Drug Solubility and “Brick Dust”
How important is solubility? Well, if like me you enjoy a sugar in your coffee, the answer is “pretty important”. In order for the sugar to be able to reach my taste-buds in adequate concentration to achieve that welcome sensation of sweetness, the sugar needs to be soluble enough in hot milky water. So too, for a successful drug, which, like the sugar, must dissolve and then reach a site of action in sufficient quantity to elicit a pharmacological response. Solubility is taken very seriously by pharmaceutical scientists.
The problem for the unfortunate drug development chemist is that if they are given an Active Pharmaceutical Ingredient (API) with less than optimum solubility properties (in other words “Brick Dust”) , then great ingenuity is needed to create a viable formulation. Failure to do so can be very costly and does not promote harmonious relations between the Discovery and Development groups!
Solubility has therefore become a consideration very early on in the drug design process and solubility assays will generally be performed on all important lead compounds. Solubility is a function not only of chemical structure but also of crystal form. This is well understood by the drug development community but perhaps less well so by their drug discovery counterparts. In principle, information could be derived from the crystal form of a poorly-soluble lead molecule which could lead to drug candidates with improved solubility. But up till now such rational design for improved solubility has rarely been incorporated into the drug discovery process.
In this light a recent publication by scientists at AstraZeneca , makes very welcome reading (Scott et al, J. Med. Chem., 2012, 55, 5361-5379, doi: 10.1021/jm300310c). Small molecule crystal structures were obtained of some early, poorly-soluble leads in a programme to design G Protein Coupled Receptor 119 agonists . Crystal structure stabilising interactions were then identified through a comparative analysis of similar chemistry in the Cambridge Structural Database (CSD). Bioisosteric replacements were then introduced that could not make these stabilising interactions. The new designs retained good activity and were found to be much more soluble.

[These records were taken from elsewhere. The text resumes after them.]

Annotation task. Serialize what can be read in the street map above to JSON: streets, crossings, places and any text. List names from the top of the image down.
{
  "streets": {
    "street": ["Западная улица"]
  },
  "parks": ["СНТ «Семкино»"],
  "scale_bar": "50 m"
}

The value of small molecule crystal information to ensure good molecular geometry is already well recognised by many drug discovery chemist and modellers. This paper illustrates that they can use the same information to streamline the path to a clinical candidate keeping their development colleagues happy and cheerful at the same time.
If you’d like to examine the crystal structures described in this paper they are accessible via WebCSD, the place to go for recently published CSD structures (contact if you need further details on accessing WebCSD). The structures have the refcodes SEMPAD (compound 2), SEMPEH (compound 12) and SEMNUV (compound 27).